Work task
Only the pictures are dropped. Restate each line below word for word.

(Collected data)
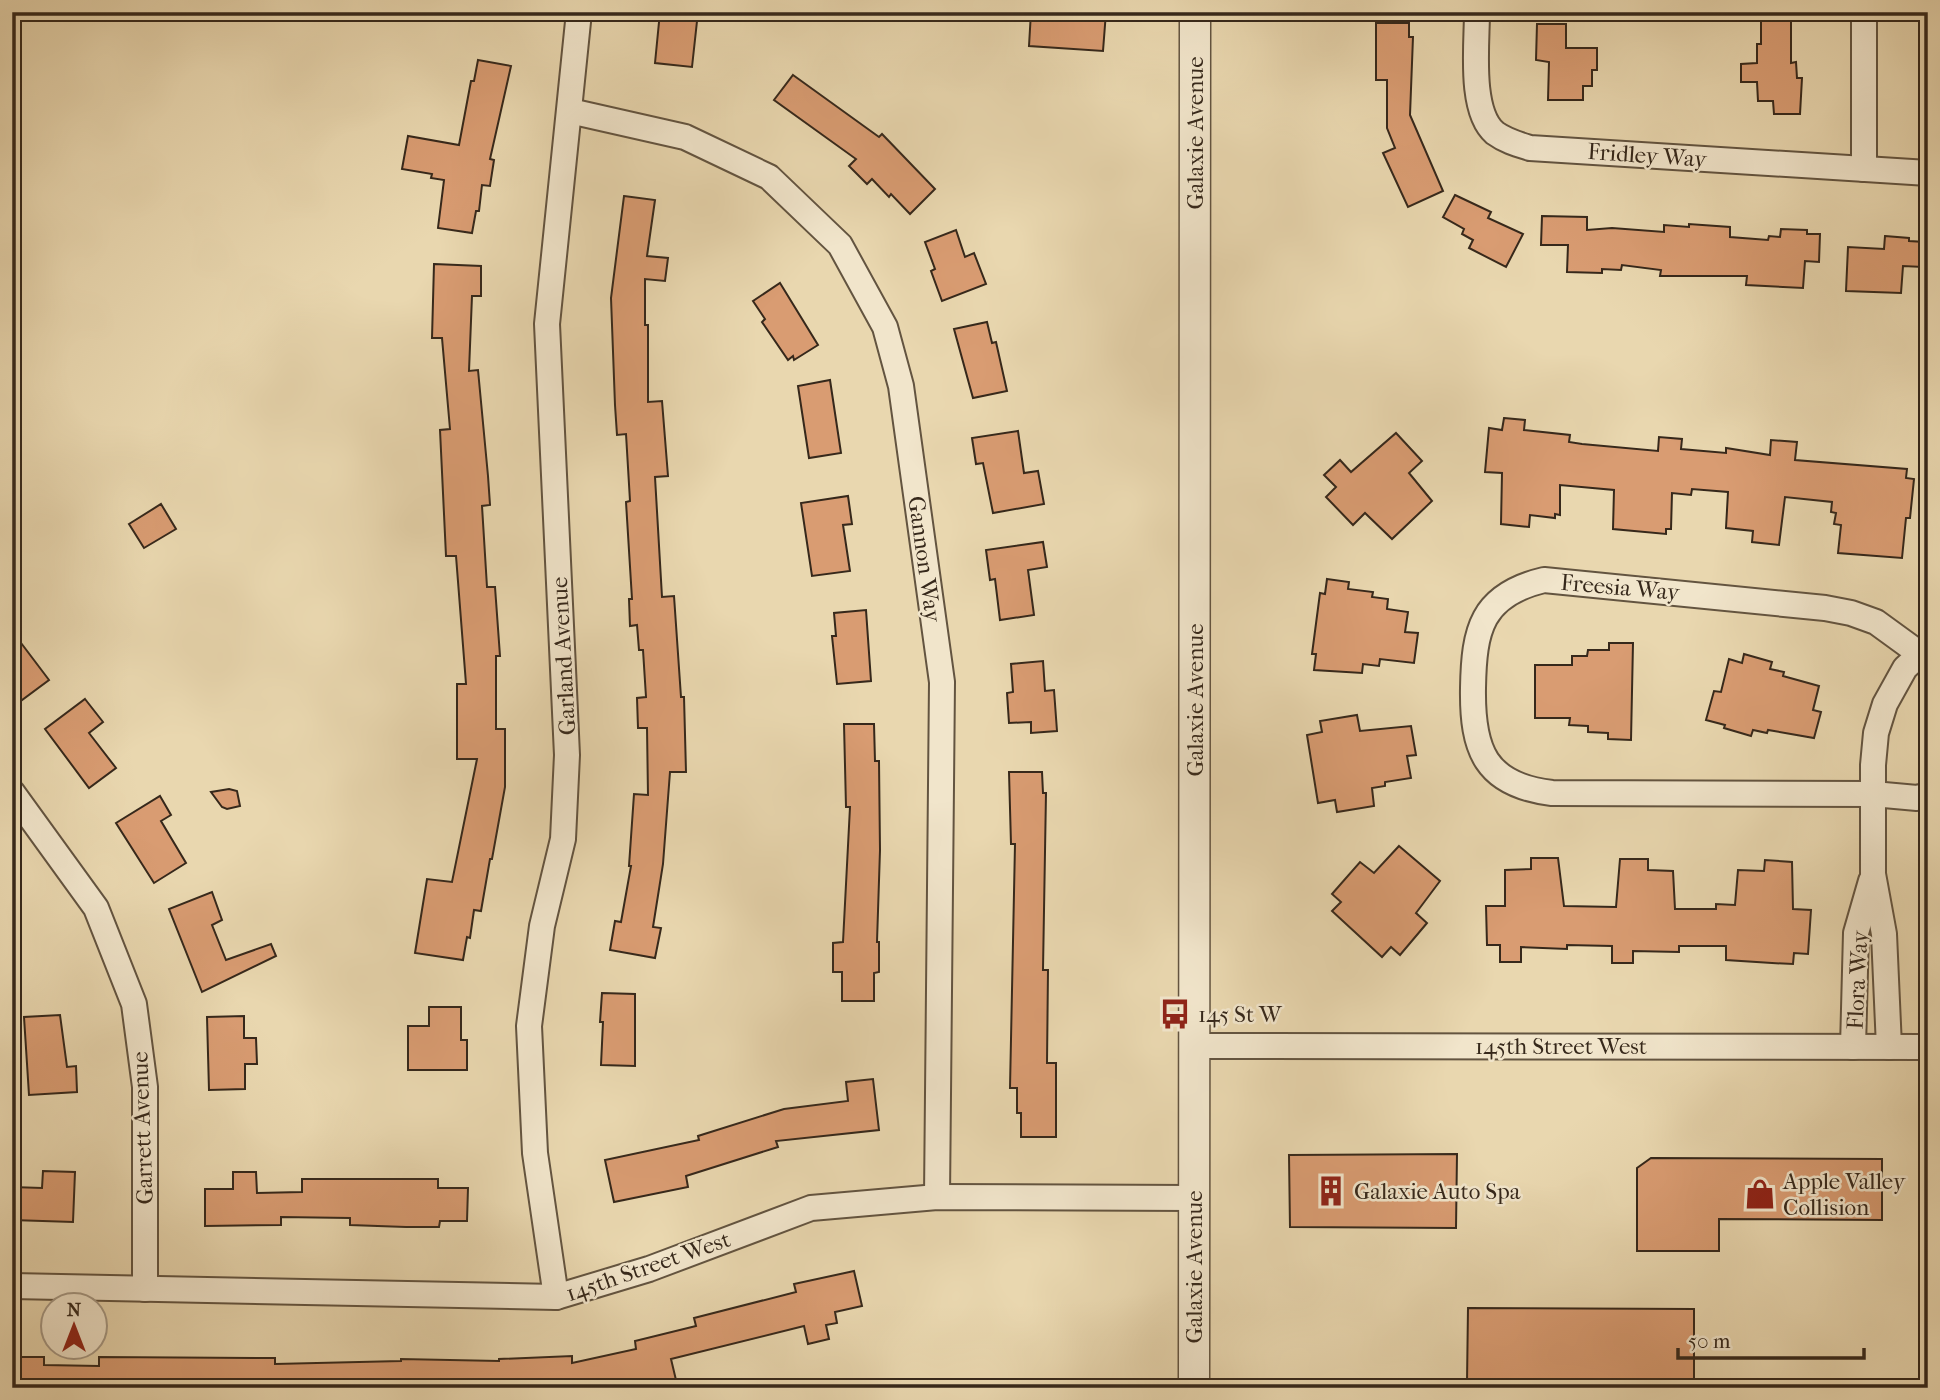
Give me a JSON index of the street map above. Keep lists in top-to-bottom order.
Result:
{
  "streets": {
    "street": [
      "Galaxie Avenue",
      "Fridley Way",
      "Gannon Way",
      "Freesia Way",
      "Garland Avenue",
      "Flora Way",
      "145th Street West",
      "Garrett Avenue"
    ]
  },
  "crossings": [
    ["Galaxie Avenue", "145th Street West"],
    ["Gannon Way", "Garland Avenue"],
    ["Gannon Way", "145th Street West"],
    ["Freesia Way", "Flora Way"],
    ["Garland Avenue", "145th Street West"],
    ["Flora Way", "145th Street West"],
    ["145th Street West", "Garrett Avenue"]
  ],
  "places": {
    "bus stop": ["145 St W"],
    "building": ["Galaxie Auto Spa"],
    "shop": ["Apple Valley Collision"]
  },
  "scale_bar": "50 m",
  "north": "top"
}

Response area
Give me a JSON index of the street map above. Keep lists in top-to-bottom order.
Result:
{
  "streets": {
    "street": [
      "Galaxie Avenue",
      "Fridley Way",
      "Gannon Way",
      "Freesia Way",
      "Garland Avenue",
      "Flora Way",
      "145th Street West",
      "Garrett Avenue"
    ]
  },
  "crossings": [
    ["Galaxie Avenue", "145th Street West"],
    ["Gannon Way", "Garland Avenue"],
    ["Gannon Way", "145th Street West"],
    ["Freesia Way", "Flora Way"],
    ["Garland Avenue", "145th Street West"],
    ["Flora Way", "145th Street West"],
    ["145th Street West", "Garrett Avenue"]
  ],
  "places": {
    "bus stop": ["145 St W"],
    "building": ["Galaxie Auto Spa"],
    "shop": ["Apple Valley Collision"]
  },
  "scale_bar": "50 m",
  "north": "top"
}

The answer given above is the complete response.